• How to complete this task:
From the top of the records below, return each line exactly, ending with the line that contains "Please mark all".

• Record set:
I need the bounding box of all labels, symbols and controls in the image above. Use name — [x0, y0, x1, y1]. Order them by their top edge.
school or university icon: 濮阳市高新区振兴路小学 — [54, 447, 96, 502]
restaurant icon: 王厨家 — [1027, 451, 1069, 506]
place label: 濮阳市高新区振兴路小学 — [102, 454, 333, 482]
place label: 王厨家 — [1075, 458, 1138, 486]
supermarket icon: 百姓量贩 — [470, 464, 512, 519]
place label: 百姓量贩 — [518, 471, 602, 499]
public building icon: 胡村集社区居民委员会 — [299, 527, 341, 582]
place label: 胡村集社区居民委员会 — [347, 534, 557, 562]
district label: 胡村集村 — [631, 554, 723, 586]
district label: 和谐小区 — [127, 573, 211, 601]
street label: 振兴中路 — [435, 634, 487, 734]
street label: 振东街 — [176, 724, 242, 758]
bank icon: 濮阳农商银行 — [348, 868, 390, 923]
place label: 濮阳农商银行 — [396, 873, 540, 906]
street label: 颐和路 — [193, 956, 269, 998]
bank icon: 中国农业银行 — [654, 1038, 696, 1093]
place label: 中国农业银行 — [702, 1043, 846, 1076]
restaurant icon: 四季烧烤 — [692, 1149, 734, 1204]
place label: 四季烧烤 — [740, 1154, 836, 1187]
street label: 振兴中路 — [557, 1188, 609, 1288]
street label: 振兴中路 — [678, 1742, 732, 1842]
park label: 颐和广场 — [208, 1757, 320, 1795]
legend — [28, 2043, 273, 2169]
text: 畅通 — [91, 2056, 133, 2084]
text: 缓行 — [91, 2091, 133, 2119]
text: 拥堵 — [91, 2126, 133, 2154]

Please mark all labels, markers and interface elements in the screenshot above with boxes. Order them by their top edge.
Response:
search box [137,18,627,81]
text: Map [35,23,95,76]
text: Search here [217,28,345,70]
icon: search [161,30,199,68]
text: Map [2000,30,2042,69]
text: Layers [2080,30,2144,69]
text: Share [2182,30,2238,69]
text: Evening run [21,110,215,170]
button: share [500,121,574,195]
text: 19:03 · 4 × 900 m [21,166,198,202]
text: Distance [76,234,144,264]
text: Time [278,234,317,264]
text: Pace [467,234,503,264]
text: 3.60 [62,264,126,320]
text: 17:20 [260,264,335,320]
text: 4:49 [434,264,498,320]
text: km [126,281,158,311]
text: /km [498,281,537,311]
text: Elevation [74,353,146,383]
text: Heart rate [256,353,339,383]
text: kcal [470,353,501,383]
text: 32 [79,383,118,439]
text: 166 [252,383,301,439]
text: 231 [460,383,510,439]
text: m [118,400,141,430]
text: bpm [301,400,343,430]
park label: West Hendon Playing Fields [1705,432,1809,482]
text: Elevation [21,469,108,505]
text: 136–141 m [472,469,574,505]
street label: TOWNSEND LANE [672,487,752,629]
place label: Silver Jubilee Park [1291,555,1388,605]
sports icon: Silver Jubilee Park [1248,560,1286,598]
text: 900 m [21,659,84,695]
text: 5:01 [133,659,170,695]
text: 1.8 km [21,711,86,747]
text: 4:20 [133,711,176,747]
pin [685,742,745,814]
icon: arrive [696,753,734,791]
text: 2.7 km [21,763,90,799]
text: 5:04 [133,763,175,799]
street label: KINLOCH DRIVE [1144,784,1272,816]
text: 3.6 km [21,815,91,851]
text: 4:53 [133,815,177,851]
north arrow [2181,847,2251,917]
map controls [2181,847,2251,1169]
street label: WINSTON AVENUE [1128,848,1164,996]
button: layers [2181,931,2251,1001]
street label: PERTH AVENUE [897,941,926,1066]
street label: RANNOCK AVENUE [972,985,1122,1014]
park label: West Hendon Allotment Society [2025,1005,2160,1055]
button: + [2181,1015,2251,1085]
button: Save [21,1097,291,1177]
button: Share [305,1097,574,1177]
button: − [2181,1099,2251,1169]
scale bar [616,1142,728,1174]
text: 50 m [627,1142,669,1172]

• Answer to this problem:
I need the bounding box of all labels, symbols and controls in the image above. Use name — [x0, y0, x1, y1]. Order them by their top edge.
school or university icon: 濮阳市高新区振兴路小学 — [54, 447, 96, 502]
restaurant icon: 王厨家 — [1027, 451, 1069, 506]
place label: 濮阳市高新区振兴路小学 — [102, 454, 333, 482]
place label: 王厨家 — [1075, 458, 1138, 486]
supermarket icon: 百姓量贩 — [470, 464, 512, 519]
place label: 百姓量贩 — [518, 471, 602, 499]
public building icon: 胡村集社区居民委员会 — [299, 527, 341, 582]
place label: 胡村集社区居民委员会 — [347, 534, 557, 562]
district label: 胡村集村 — [631, 554, 723, 586]
district label: 和谐小区 — [127, 573, 211, 601]
street label: 振兴中路 — [435, 634, 487, 734]
street label: 振东街 — [176, 724, 242, 758]
bank icon: 濮阳农商银行 — [348, 868, 390, 923]
place label: 濮阳农商银行 — [396, 873, 540, 906]
street label: 颐和路 — [193, 956, 269, 998]
bank icon: 中国农业银行 — [654, 1038, 696, 1093]
place label: 中国农业银行 — [702, 1043, 846, 1076]
restaurant icon: 四季烧烤 — [692, 1149, 734, 1204]
place label: 四季烧烤 — [740, 1154, 836, 1187]
street label: 振兴中路 — [557, 1188, 609, 1288]
street label: 振兴中路 — [678, 1742, 732, 1842]
park label: 颐和广场 — [208, 1757, 320, 1795]
legend — [28, 2043, 273, 2169]
text: 畅通 — [91, 2056, 133, 2084]
text: 缓行 — [91, 2091, 133, 2119]
text: 拥堵 — [91, 2126, 133, 2154]

Please mark all labels, markers and interface elements in the screenshot above with boxes. Order them by their top edge.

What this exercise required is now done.